▶ **DIRECTIONS**: Every line of the records that holds the word "above" should be copied out.

▶ **PROVIDED DATA**:
□ □ □

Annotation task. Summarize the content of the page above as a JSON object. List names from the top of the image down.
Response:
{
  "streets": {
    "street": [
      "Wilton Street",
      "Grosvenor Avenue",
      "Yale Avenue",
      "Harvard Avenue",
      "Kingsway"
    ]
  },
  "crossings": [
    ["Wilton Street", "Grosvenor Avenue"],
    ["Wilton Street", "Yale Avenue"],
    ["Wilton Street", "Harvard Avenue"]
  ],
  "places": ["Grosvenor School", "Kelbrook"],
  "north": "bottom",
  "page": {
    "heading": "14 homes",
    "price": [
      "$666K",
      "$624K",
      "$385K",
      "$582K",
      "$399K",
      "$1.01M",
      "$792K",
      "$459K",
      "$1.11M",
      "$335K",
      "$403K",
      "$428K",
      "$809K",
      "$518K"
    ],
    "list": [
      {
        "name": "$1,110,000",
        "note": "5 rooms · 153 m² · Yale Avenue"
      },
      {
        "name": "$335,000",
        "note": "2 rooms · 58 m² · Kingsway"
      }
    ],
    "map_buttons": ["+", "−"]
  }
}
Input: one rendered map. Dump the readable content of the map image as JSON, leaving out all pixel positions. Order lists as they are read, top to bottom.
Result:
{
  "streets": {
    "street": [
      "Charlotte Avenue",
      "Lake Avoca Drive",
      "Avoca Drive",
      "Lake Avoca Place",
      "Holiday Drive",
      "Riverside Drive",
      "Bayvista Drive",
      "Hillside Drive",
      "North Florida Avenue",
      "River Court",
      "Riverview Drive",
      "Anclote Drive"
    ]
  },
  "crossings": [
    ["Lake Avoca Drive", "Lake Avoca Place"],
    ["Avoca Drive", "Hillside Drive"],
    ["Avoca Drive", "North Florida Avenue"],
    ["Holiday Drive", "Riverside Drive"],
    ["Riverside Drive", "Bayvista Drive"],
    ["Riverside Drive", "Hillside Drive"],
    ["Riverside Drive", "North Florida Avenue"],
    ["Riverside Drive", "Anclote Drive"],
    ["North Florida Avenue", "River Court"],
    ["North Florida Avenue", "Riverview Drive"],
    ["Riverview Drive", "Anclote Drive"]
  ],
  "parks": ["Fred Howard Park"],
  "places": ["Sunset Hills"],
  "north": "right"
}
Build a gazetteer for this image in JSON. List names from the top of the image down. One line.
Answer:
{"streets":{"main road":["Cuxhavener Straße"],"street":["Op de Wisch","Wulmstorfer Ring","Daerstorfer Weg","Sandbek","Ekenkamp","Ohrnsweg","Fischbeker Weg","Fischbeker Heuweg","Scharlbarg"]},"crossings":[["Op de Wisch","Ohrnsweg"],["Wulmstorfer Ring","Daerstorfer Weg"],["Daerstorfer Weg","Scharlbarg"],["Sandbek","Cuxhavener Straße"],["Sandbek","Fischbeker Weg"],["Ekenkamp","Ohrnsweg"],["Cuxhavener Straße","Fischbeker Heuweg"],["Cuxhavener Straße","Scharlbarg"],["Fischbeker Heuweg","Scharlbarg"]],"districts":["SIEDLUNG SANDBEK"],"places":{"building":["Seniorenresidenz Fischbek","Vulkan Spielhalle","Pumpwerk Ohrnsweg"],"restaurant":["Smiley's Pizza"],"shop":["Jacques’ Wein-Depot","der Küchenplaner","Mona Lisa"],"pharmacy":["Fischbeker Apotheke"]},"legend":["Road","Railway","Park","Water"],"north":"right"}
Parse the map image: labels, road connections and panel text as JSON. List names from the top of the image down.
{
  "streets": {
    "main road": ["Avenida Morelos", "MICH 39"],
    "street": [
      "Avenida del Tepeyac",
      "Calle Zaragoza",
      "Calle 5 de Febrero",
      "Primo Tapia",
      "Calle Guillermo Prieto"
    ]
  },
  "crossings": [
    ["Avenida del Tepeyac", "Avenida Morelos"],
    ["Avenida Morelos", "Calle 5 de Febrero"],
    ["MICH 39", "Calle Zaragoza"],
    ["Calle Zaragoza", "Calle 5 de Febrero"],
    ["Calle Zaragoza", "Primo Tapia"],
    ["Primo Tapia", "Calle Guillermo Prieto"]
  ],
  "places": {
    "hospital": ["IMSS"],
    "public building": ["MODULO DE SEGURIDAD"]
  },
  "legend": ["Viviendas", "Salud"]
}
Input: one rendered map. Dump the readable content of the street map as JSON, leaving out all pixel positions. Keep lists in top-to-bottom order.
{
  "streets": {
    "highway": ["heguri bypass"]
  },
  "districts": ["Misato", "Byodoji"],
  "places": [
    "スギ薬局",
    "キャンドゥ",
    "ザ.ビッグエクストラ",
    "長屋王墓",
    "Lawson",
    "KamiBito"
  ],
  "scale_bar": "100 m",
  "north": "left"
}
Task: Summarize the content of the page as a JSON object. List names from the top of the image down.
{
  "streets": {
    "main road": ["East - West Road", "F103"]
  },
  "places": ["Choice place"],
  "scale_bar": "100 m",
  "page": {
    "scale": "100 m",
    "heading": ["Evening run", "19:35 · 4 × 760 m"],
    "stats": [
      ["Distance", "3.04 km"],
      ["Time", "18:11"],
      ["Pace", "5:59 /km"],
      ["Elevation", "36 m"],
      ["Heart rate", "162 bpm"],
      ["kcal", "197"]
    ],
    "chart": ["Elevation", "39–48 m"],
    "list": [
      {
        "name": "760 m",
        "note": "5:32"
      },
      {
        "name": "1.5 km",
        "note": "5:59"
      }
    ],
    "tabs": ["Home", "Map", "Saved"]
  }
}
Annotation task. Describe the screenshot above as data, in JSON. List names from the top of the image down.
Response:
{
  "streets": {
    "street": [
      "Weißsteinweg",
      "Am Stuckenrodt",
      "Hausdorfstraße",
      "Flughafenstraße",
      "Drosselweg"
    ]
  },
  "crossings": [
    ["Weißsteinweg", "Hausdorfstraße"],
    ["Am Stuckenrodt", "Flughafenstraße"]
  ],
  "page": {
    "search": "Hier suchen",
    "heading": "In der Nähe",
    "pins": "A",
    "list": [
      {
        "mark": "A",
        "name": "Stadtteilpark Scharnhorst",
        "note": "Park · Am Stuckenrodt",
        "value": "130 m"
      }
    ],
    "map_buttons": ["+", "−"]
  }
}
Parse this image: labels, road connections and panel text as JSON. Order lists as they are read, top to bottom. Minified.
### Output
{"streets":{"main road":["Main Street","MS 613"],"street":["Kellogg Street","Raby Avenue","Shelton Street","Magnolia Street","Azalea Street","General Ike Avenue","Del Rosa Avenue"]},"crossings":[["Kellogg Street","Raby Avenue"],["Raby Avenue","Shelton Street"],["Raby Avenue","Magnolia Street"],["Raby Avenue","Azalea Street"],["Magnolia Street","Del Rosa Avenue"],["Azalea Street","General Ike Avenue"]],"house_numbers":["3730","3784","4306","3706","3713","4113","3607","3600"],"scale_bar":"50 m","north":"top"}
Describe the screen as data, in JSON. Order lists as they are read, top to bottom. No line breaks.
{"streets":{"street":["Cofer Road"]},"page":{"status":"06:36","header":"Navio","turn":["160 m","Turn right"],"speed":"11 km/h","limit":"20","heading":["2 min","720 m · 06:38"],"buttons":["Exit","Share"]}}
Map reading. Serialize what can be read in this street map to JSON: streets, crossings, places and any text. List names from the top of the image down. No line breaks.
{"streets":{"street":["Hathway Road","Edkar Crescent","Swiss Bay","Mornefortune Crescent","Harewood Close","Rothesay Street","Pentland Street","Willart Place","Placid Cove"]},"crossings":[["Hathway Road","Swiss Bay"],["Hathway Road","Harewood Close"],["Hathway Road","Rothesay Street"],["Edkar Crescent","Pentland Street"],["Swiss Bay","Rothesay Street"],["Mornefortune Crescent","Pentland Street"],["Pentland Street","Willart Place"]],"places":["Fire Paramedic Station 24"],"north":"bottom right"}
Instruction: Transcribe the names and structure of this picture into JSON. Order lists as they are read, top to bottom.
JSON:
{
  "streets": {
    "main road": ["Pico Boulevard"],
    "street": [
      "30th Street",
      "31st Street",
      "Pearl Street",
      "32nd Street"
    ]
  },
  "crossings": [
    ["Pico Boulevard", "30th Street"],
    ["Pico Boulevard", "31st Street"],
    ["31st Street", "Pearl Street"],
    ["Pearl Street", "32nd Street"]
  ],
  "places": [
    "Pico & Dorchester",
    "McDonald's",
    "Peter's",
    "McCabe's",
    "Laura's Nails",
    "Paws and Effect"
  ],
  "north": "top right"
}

□ □ □

▶ **TASK RESPONSE**:
Annotation task. Summarize the content of the page above as a JSON object. List names from the top of the image down.
Annotation task. Describe the screenshot above as data, in JSON. List names from the top of the image down.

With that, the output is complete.